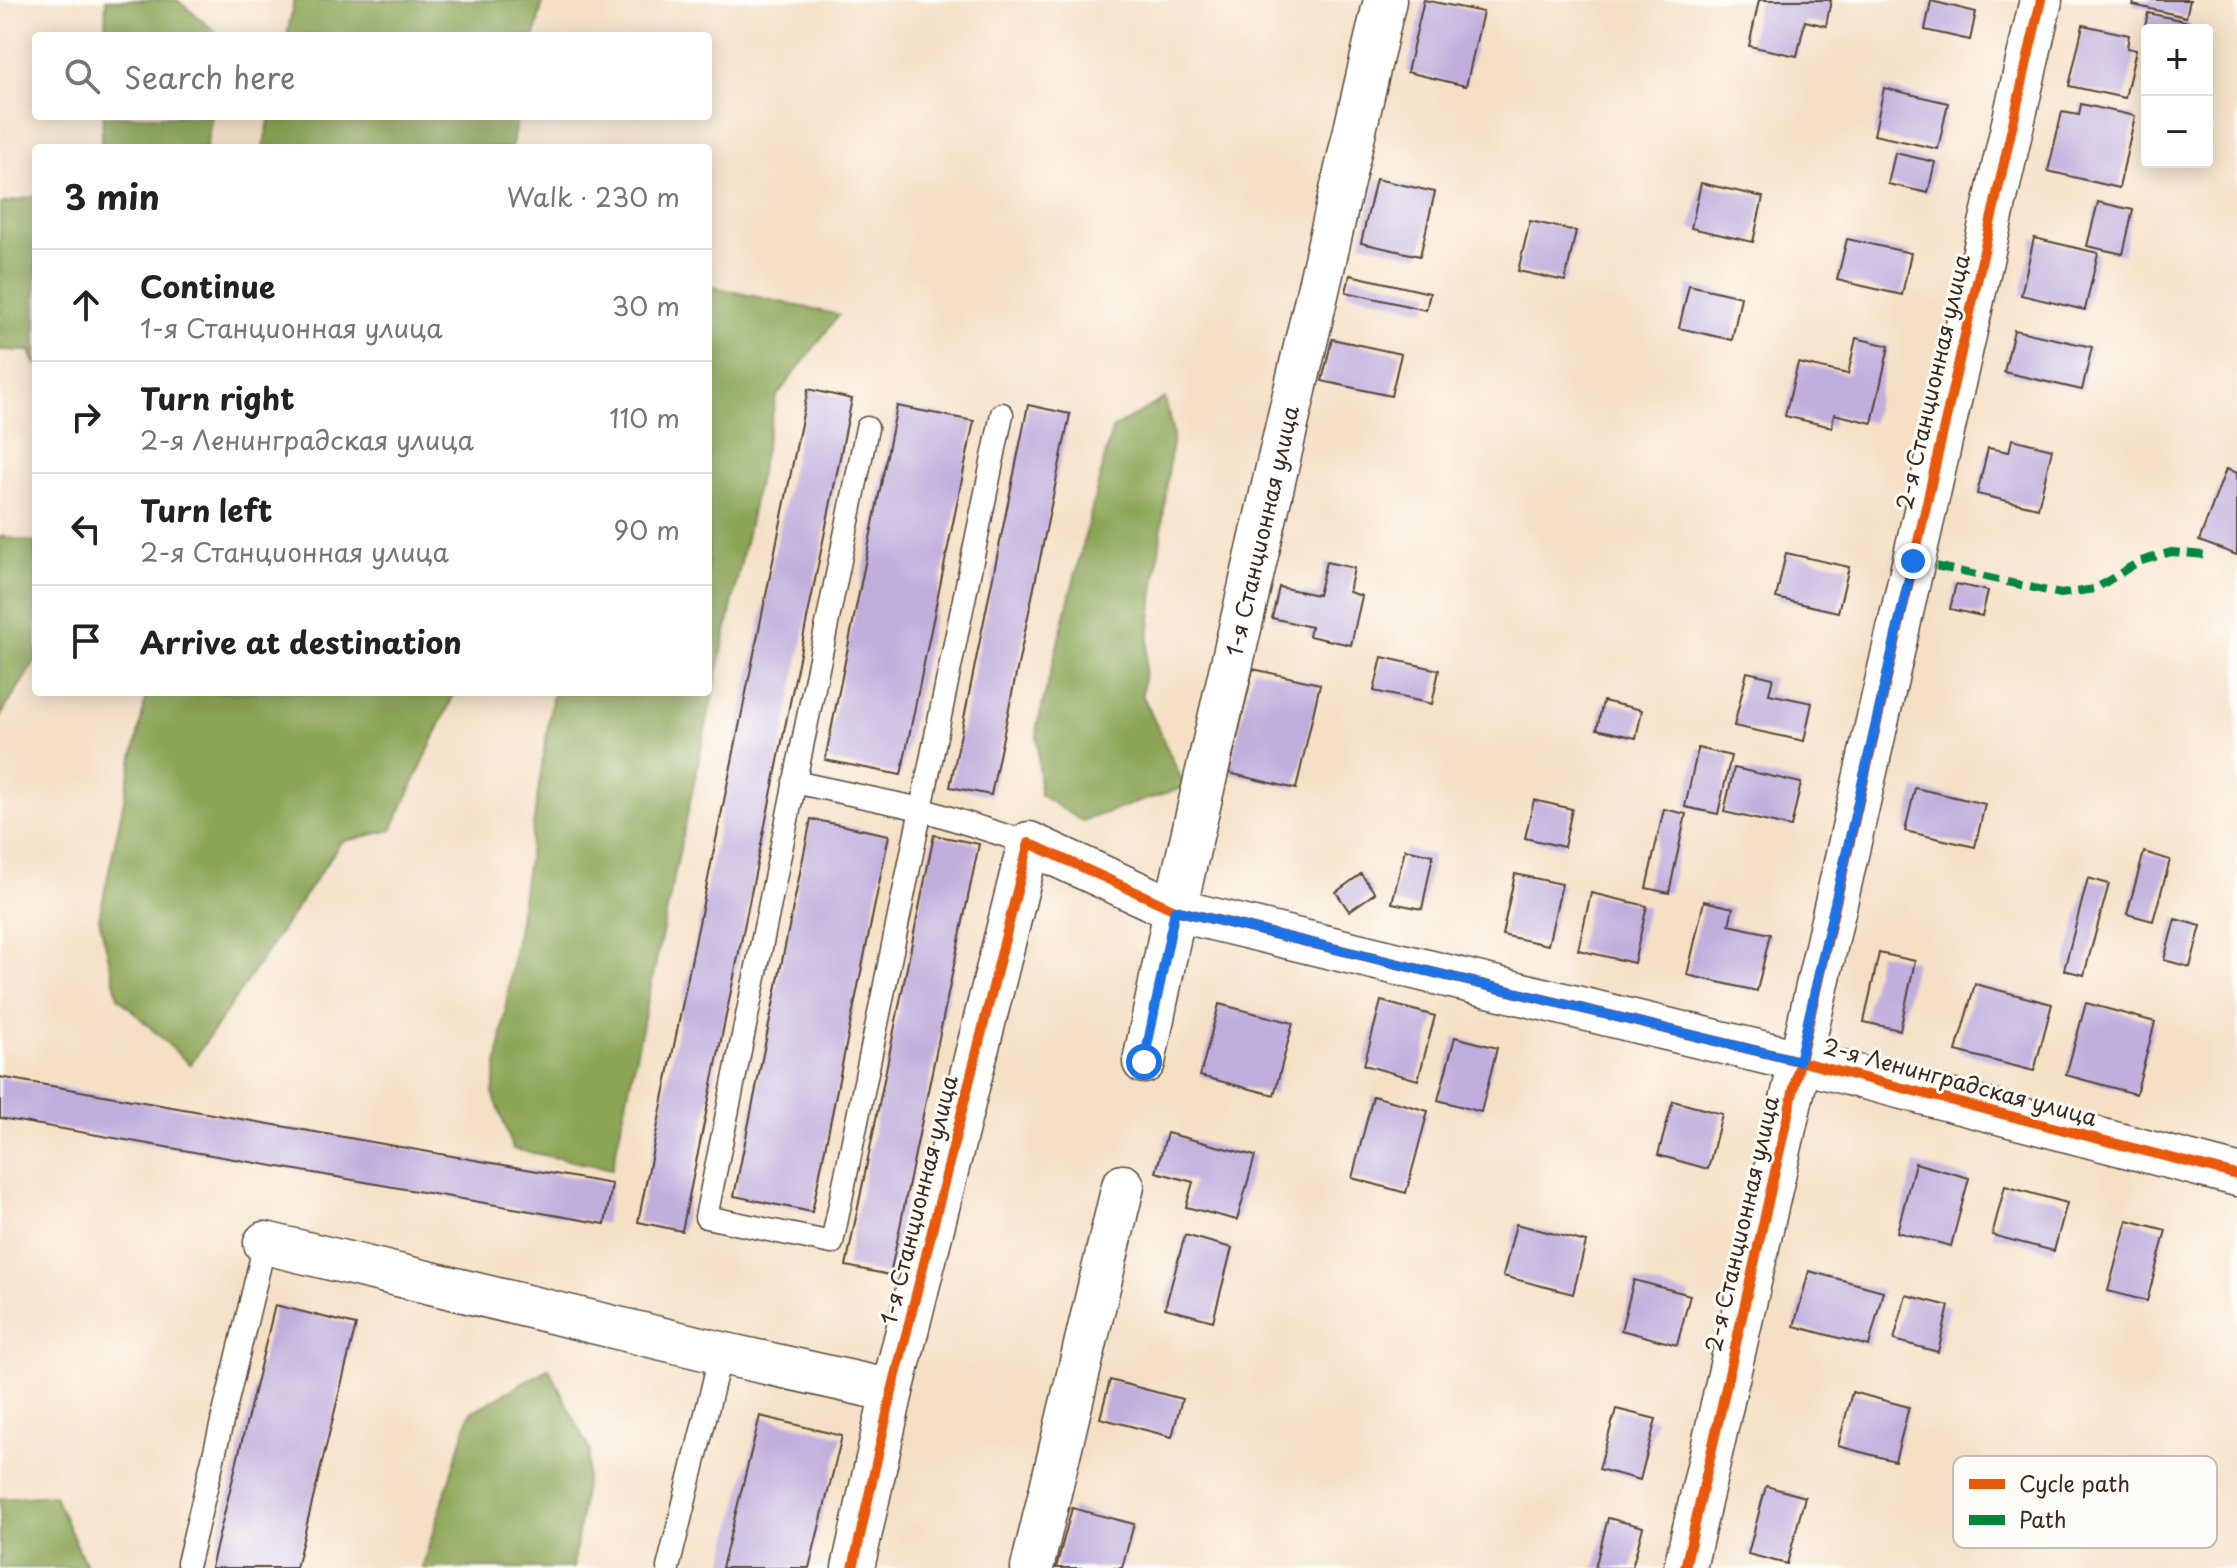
<!DOCTYPE html>
<meta charset="utf-8">
<style>
:root{--surface:#fff;--page:#f2f2f2;--text:#222;--muted:#767676;--line:#e0e0e0}
body{margin:0;font-family:"Playpen Sans",sans-serif;background:var(--page);color:var(--text)}
.controls{position:absolute;right:24px;top:24px;display:grid;overflow:hidden;border-radius:8px;box-shadow:0 4px 20px #0003}
.controls button{width:72px;height:72px;display:grid;place-items:center;padding:0;border:0;border-bottom:2px solid var(--line);background:var(--surface);color:var(--text);font:40px sans-serif}
.stop{position:absolute;width:24px;height:24px;margin:-18px;border:6px solid #1a73e8;border-radius:50%;background:#fff}
.stop.end{background:#1a73e8;border-color:#fff;box-shadow:0 2px 8px #0008}
.list{margin:0;padding:0;list-style:none}
h2{display:flex;justify-content:space-between;align-items:center;height:104px;margin:0;padding:0 32px;font-size:34px}
h2 small{font-size:26px;font-weight:400;color:var(--muted)}
.list li{display:grid;grid-template-columns:52px 1fr auto;gap:24px;align-items:center;box-sizing:border-box;height:112px;padding:0 32px;border-top:2px solid var(--line)}
.list b{display:block;font-size:30px;white-space:nowrap}
.list p{margin:0;font-size:26px;white-space:nowrap;color:var(--muted)}
.list em{font-size:26px;font-style:normal;color:var(--muted)}
.icon{flex:none;width:44px;height:44px;fill:none;stroke:currentColor;stroke-width:2;stroke-linecap:round;stroke-linejoin:round}
.map{position:relative;flex:none;width:2237px;height:1568px;overflow:hidden}
.search{position:absolute;background:var(--surface);box-shadow:0 4px 20px #0003;left:32px;top:32px;width:680px;height:88px;display:flex;align-items:center;gap:20px;box-sizing:border-box;padding:0 28px;border-radius:8px;color:var(--muted);font-size:30px}
.panel{position:absolute;background:var(--surface);box-shadow:0 4px 20px #0003;left:32px;top:144px;width:680px;height:552px;border-radius:8px}
.map>svg:first-child{display:block}
</style>
<div class="map">
<svg width="2237" height="1568" viewBox="0 0 2237 1568">
<rect width="100%" height="100%" fill="#fdfcf7"/>
<filter id="ink" filterUnits="userSpaceOnUse"><feTurbulence type="fractalNoise" baseFrequency=".0125" numOctaves="2"/><feDisplacementMap in="SourceGraphic" scale="16" xChannelSelector="R" yChannelSelector="G"/><feConvolveMatrix kernelMatrix="1 2 1 2 8 2 1 2 1" color-interpolation-filters="sRGB"/></filter>
<filter id="wash" filterUnits="userSpaceOnUse"><feTurbulence type="fractalNoise" baseFrequency=".006" numOctaves="4" result="noise"/><feDisplacementMap in="SourceGraphic" scale="32" xChannelSelector="R" yChannelSelector="G"/><feGaussianBlur stdDeviation="1.8" result="paint"/><feColorMatrix in="noise" values="0 0 0 0 0 0 0 0 0 0 0 0 0 0 0 0 0 1.4 0 .05"/><feComposite in="paint" operator="in"/></filter>
<g filter="url(#wash)">
<rect width="100%" height="100%" fill="#f5e0c6"/>
<path fill="#8ba557" stroke="#63683a" stroke-width="2" d="M106,0H177L221,36H105Z
M294,0H543L535,36H287Z
M103,116H212L206,148H101Z
M270,116H518L511,148H263Z
M36,196V365L30,351L0,350V204Z
M708,286L839,315L776,397L612,1169L513,1149L493,1093L553,692H708Z
M1165,398L1173,434L1142,694L1185,787L1082,821L1040,795L1037,726L1112,429Z
M0,536L36,543V660L0,717Z
M147,692H455L392,830L341,842L190,1065L118,997L99,918Z
M549,1368L590,1451L573,1568H422L470,1413Z
M54,1495L87,1568H0V1499Z"/>
<g id="blocks">
<path fill="#c0aedd" d="M1424,0L1483,12L1466,86L1407,72Z
M1759,0H1831L1826,26L1805,21L1797,56L1749,46Z
M2134,0H2190L2186,17L2133,5Z
M1931,1L1976,12L1970,40L1925,30Z
M2148,13L2189,22L2188,30H2147V36L2143,35Z
M2083,25L2129,35L2127,48L2136,50L2125,98L2069,86Z
M1884,88L1948,103L1938,149L1874,135Z
M2081,104L2135,116L2119,188L2048,171L2062,112L2079,115Z
M1895,153L1935,162L1928,193L1888,184Z
M1376,179L1435,192L1420,256L1361,243Z
M1701,183L1763,197L1753,242L1691,228Z
M2098,202L2133,210L2123,254L2087,246Z
M1530,221L1576,231L1565,281L1518,271Z
M2034,238L2098,253L2085,310L2021,295Z
M1847,239L1911,253L1902,295L1837,280Z
M1350,275L1430,293L1426,310L1346,292Z
M1689,285L1741,297L1732,340L1679,328Z
M2014,330L2092,347L2082,390L2004,372Z
M1856,338L1889,346L1872,423L1834,414L1832,427L1785,416L1798,363L1848,374Z
M1332,339L1401,354L1391,396L1322,381Z
M808,389L852,399L682,1231L638,1222Z
M1028,405L1070,414L991,795L950,787Z
M897,406L974,421L901,775L825,760Z
M2012,439L2052,449L2038,508L1977,494L1988,448L2009,452Z
M2226,469L2237,473V555L2199,541Z
M1786,553L1849,567L1838,612L1776,598Z
M1326,562L1354,568L1349,592L1362,596L1351,645L1309,636L1311,627L1272,618L1279,587L1318,595Z
M1956,584L1988,591L1982,616L1950,609Z
M1382,657L1439,670L1432,704L1374,691Z
M1253,669L1320,684L1296,789L1229,773Z
M1747,672L1773,678L1769,694L1812,703L1804,741L1734,726Z
M1603,701L1642,710L1636,738L1597,729Z
M1698,748L1731,756L1718,814L1685,807Z
M1734,768L1801,783L1791,827L1724,812Z
M1915,788L1985,804L1975,847L1905,831Z
M1534,800L1572,809L1564,847L1525,838Z
M1664,809L1686,814L1669,893L1646,888Z
M811,819L889,835L812,1212L734,1196Z
M934,835L979,844L890,1275L846,1266Z
M1405,849L1433,855L1422,909L1392,903Z
M2144,852L2170,860L2153,921L2127,914Z
M1361,874L1375,893L1349,911L1336,892Z
M1515,874L1562,884L1548,945L1502,935Z
M2088,878L2109,884L2084,975L2064,970Z
M1591,893L1647,906L1634,963L1578,950Z
M1704,901L1733,908L1729,925L1770,934L1757,991L1687,975Z
M2175,919L2201,926L2190,967L2164,960Z
M1879,953L1915,961L1900,1030L1864,1022Z
M1975,984L2052,1004L2034,1071L1956,1051Z
M1381,1001L1435,1016L1418,1080L1364,1065Z
M2086,1003L2155,1022L2136,1094L2066,1075Z
M1219,1004L1293,1023L1274,1095L1200,1076Z
M1455,1037L1497,1048L1481,1112L1438,1100Z
M0,1077L612,1184L605,1224L0,1118Z
M1373,1096L1428,1111L1406,1193L1352,1178Z
M1673,1101L1722,1114L1708,1169L1658,1155Z
M1167,1133L1255,1156L1237,1220L1186,1207L1193,1182L1156,1172Z
M1915,1163L1969,1178L1951,1246L1897,1232Z
M2005,1186L2067,1203L2054,1251L1992,1235Z
M2127,1220L2166,1230L2147,1301L2108,1291Z
M1516,1224L1586,1242L1573,1294L1503,1276Z
M1185,1235L1232,1248L1213,1321L1165,1308Z
M1809,1271L1883,1291L1869,1346L1794,1326Z
M1634,1280L1690,1295L1677,1345L1621,1330Z
M1906,1295L1949,1306L1938,1352L1894,1340Z
M275,1305L356,1325L296,1568H211Z
M1110,1380L1182,1399L1172,1437L1100,1418Z
M1852,1392L1909,1407L1895,1461L1838,1446Z
M1616,1409L1656,1419L1640,1480L1599,1469Z
M760,1416L842,1436L809,1568H722Z
M1766,1486L1805,1497L1787,1564L1748,1554Z
M1072,1508L1134,1524L1122,1568H1056Z
M1608,1518L1643,1527L1632,1568H1595Z"/>
</g>
</g>
<g filter="url(#ink)">
<use href="#blocks" fill-opacity="0" stroke="#574537" stroke-width="2"/>
<g fill="none" stroke-linecap="round" stroke-linejoin="round">
<defs>
<path id="service" d="M867,428L706,1217L832,1243L1002,414
M794,782L921,809L1029,843
M188,1563L265,1243
M668,1568L721,1353"/>
<g id="minor">
<path id="s1" d="M1144,1062L1175,910L1385,0"/>
<path d="M265,1243L721,1353L892,1391"/>
<path d="M853,1568L892,1391L1029,843L1175,910L1799,1061L2237,1175"/>
<path d="M1032,1568L1123,1186"/>
<path d="M1685,1568L2041,0"/>
</g>
</defs>
<use href="#service" stroke="#574537" stroke-width="25"/>
<use href="#minor" stroke="#574537" stroke-width="45"/>
<use href="#service" stroke="#fff" stroke-width="22"/>
<use href="#minor" stroke="#fff" stroke-width="42"/>
<path stroke="#00873e" stroke-width="8" stroke-dasharray="16 8" stroke-linecap="butt" d="M1913,561L2061,594L2095,589L2138,562L2171,552L2205,555"/>
<defs>
<path id="cycleway" d="M853,1568L892,1391L1029,843L1175,910L1799,1061L2237,1175
M1685,1568L2041,0"/>
</defs>
<use href="#cycleway" stroke="#fdfcf7" stroke-width="15"/>
<use href="#cycleway" stroke="#e8590c" stroke-width="10"/>
</g>
</g>
<g fill="none" stroke-linecap="round" stroke-linejoin="round" filter="url(#ink)">
<path stroke="#1a73e8" stroke-width="10" d="M1144,1062L1175,910L1799,1061L1913,561"/>
</g>
<g text-anchor="middle" stroke-width="6" stroke-linejoin="round" paint-order="stroke">
<g font-size="22" fill="#3b2a1e" stroke="#fdfcf7">
<text transform="translate(1933 382) rotate(-77)" y="8">2-я Станционная улица</text>
<text dy="8" stroke="none"><textPath href="#s1" startOffset="544">1-я Станционная улица</textPath></text>
<text transform="translate(1960 1082) rotate(15)" y="8">2-я Ленинградская улица</text>
<text transform="translate(919 1200) rotate(-76)" y="8">1-я Станционная улица</text>
<text transform="translate(1742 1224) rotate(-77)" y="8">2-я Станционная улица</text>
</g>
</g>
<rect x="1953" y="1456" width="264" height="92" rx="12" fill="#fdfcf7" stroke="#c3bdb6" stroke-width="2"/>
<rect x="1969" y="1479" width="36" height="10" fill="#e8590c"/>
<rect x="1969" y="1515" width="36" height="10" fill="#00873e"/>
<g font-size="22" fill="#3b2a1e">
<text x="2019" y="1492">Cycle path</text>
<text x="2019" y="1528">Path</text>
</g>
</svg>
<div class="controls">
<button>+</button>
<button>−</button>
</div>
<div class="stop" style="left:1144px;top:1062px"></div>
<div class="stop end" style="left:1913px;top:561px"></div>
<div class="search"><svg class="icon" aria-label="search" viewBox="0 0 24 24"><circle cx="10" cy="10" r="6"/><path d="M15 15l6 6"/></svg>Search here</div>
<section class="panel">
<h2>3 min<small>Walk · 230 m</small></h2>
<ul class="list">
<li><svg class="icon" aria-label="ahead" viewBox="0 0 24 24"><path d="M12 20V5M6 11l6-6 6 6"/></svg><div><b>Continue</b><p>1-я Станционная улица</p></div><em>30 m</em></li>
<li><svg class="icon" aria-label="right" viewBox="0 0 24 24"><path d="M7 20v-9h11M14 6l5 5-5 5"/></svg><div><b>Turn right</b><p>2-я Ленинградская улица</p></div><em>110 m</em></li>
<li><svg class="icon" aria-label="left" viewBox="0 0 24 24"><path d="M17 20v-9H6M10 6l-5 5 5 5"/></svg><div><b>Turn left</b><p>2-я Станционная улица</p></div><em>90 m</em></li>
<li><svg class="icon" aria-label="arrive" viewBox="0 0 24 24"><path d="M6 21V4h12l-3 4 3 4H6"/></svg><div><b>Arrive at destination</b></div></li>
</ul>
</section>
</div>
+ + + +
◆ Problem description ◆
Check the entries above line by line and return each one containing the word "wash".

◆ Exercise output ◆
<filter id="wash" filterUnits="userSpaceOnUse"><feTurbulence type="fractalNoise" baseFrequency=".006" numOctaves="4" result="noise"/><feDisplacementMap in="SourceGraphic" scale="32" xChannelSelector="R" yChannelSelector="G"/><feGaussianBlur stdDeviation="1.8" result="paint"/><feColorMatrix in="noise" values="0 0 0 0 0 0 0 0 0 0 0 0 0 0 0 0 0 1.4 0 .05"/><feComposite in="paint" operator="in"/></filter>
<g filter="url(#wash)">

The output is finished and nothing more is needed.